Written By: Jordan Assaraf, Personal Injury Lawyer. 

On April 1, 2016, the Ontario government transitioned away from the Financial Services Commission of Ontario (FSCO) as the tribunal tasked with the adjudication of statutory accident benefits (SABS) disputes, and handed over the responsibility to the License Appeals Tribunal (LAT). The LAT was supposed to cut down the lengthy backlog and delays at FSCO. Instead, we find ourselves experiencing long delays between applications, case conferences and hearings. We also have a quasi-judicial body that has introduced new hurdles for accident victims seeking much-needed benefits, while making things easier for already well-financed insurers. In this blog, I outline the LAT's purpose, some problematic areas and failings, and I explain how these failings hurt accident victims as they attempt to access health care and rehabilitation services.

Time is not on your side. 

When the government announced plans to replace the FSCO process (mediation and arbitration) with the LAT (a case conference and hearing), more than a few personal injury lawyers and victim rights activists applauded the effort. FSCO had become so bogged down and slow that some justices observed there did not appear to have any timelines to guide dispute resolution.[1] Initially, the LAT experienced some success in setting and meeting appropriate timelines. The LAT website provides that case conferences should be scheduled to take place 45-60 days after an application is submitted. A hearing should be scheduled to occur approximately 60 – 90 days following the case conference, and decisions are to be received about 90 days after a hearing. A December 2018 article appearing in The Litigator magazine, a publication of the Ontario Trial Lawyers Association, entiteld "LAT Stats" [2] found that while the tribunal, on average, took slightly longer than expected in its first year of operations to set case conferences, it did set hearings and produced decisions on time.

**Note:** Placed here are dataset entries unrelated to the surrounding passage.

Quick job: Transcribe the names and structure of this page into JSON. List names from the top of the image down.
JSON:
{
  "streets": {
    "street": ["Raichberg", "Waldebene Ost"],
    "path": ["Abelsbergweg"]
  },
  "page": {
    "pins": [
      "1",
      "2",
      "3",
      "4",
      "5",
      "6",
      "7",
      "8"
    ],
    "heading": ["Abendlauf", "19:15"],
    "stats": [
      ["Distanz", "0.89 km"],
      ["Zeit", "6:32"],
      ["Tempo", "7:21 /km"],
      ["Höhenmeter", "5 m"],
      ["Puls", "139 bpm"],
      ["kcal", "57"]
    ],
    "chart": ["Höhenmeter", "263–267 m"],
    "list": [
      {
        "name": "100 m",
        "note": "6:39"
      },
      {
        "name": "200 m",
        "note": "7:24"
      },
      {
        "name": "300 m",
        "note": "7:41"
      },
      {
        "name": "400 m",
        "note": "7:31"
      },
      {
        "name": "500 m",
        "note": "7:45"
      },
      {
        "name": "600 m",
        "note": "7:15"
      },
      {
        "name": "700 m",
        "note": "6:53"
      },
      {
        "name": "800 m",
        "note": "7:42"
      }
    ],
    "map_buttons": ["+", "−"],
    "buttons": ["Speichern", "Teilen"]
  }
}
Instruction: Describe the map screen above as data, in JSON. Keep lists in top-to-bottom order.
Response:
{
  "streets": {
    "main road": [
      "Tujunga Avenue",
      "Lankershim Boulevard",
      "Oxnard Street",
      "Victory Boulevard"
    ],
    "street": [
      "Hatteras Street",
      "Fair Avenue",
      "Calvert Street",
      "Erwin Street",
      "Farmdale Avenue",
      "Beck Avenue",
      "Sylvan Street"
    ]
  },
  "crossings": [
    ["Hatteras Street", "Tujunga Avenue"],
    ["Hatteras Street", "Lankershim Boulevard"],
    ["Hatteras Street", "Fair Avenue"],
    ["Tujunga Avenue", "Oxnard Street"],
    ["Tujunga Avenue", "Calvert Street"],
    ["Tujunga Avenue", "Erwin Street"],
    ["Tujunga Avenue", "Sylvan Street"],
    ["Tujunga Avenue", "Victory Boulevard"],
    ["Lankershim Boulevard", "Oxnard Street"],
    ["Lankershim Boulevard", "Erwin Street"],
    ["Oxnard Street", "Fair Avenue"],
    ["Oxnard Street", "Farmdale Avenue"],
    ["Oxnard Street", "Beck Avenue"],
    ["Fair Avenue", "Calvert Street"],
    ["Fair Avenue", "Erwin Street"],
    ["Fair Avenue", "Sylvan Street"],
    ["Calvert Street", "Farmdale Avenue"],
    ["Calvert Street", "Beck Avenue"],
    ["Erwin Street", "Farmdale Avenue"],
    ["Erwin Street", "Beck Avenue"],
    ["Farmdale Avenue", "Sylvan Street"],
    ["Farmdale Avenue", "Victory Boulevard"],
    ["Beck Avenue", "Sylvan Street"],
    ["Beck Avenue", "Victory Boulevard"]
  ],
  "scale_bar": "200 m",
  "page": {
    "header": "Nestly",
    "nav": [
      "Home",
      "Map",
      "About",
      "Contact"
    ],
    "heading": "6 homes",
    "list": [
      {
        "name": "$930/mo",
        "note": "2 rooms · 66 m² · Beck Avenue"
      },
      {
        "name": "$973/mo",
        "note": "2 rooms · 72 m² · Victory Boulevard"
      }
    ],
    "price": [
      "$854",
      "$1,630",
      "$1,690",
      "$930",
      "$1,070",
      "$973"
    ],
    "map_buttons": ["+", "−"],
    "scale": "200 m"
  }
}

As the number of cases in the LAT system grew in its second year, however, the average length of time between application and case conference grew even longer (to about four months), while the time between a hearing and a decision reached similar and unacceptable milestones. By 2020, the LAT's active caseload had grown by 126 percent over two years. Even some modest gains in productivity and efficiency could not offset this growth, and the disposition rate stayed relatively stable at 83 percent.[3] Moreover, even when a decision is eventually reached, the story does not end. The growth in requested reconsiderations by the LAT – which is successful about one-third of the time generally, and about 40 percent of the time when dealing with substantive grounds – has been very troubling for timely justice proponents. I've learned that, in consulting colleagues, I'm not alone in representing clients experiencing significant LAT scheduling delays. Waiting four to five months between application and case conference is commonplace, and one client is currently in the middle of an eight-month wait between the case conference and hearing.

Justice delayed is justice denied. 

The old saying "good things come to those who wait" may be apropos in most circumstances , but not always, and what happens to clients while they await the next step in a LAT proceeding? Take, for example, the plaintiff in one of my cases. As I write this, my client is experiencing a year-long wait for a LAT hearing over denial of statutory income replacement benefits. With no money coming in due to the insurer’s denial, he lives in a shared house with strangers to afford a roof over his head. In the LAT process, a medical or rehabilitation treatment plan, or other accident benefit, retains the status of a denial until either the issues settle outside of the LAT or a report is issued following the LAT. When LAT timelines stretch to unreasonable lengths, accident victims are left to pay out of pocket for necessary treatments, or suffer an income void while waiting until a hopefully favourable decision is obtained. Having to wait and not having an alternative, can comprise an accident victim's rehabilitation and recovery trajectory. The pressure on clients to settle for less than is merited can be immense.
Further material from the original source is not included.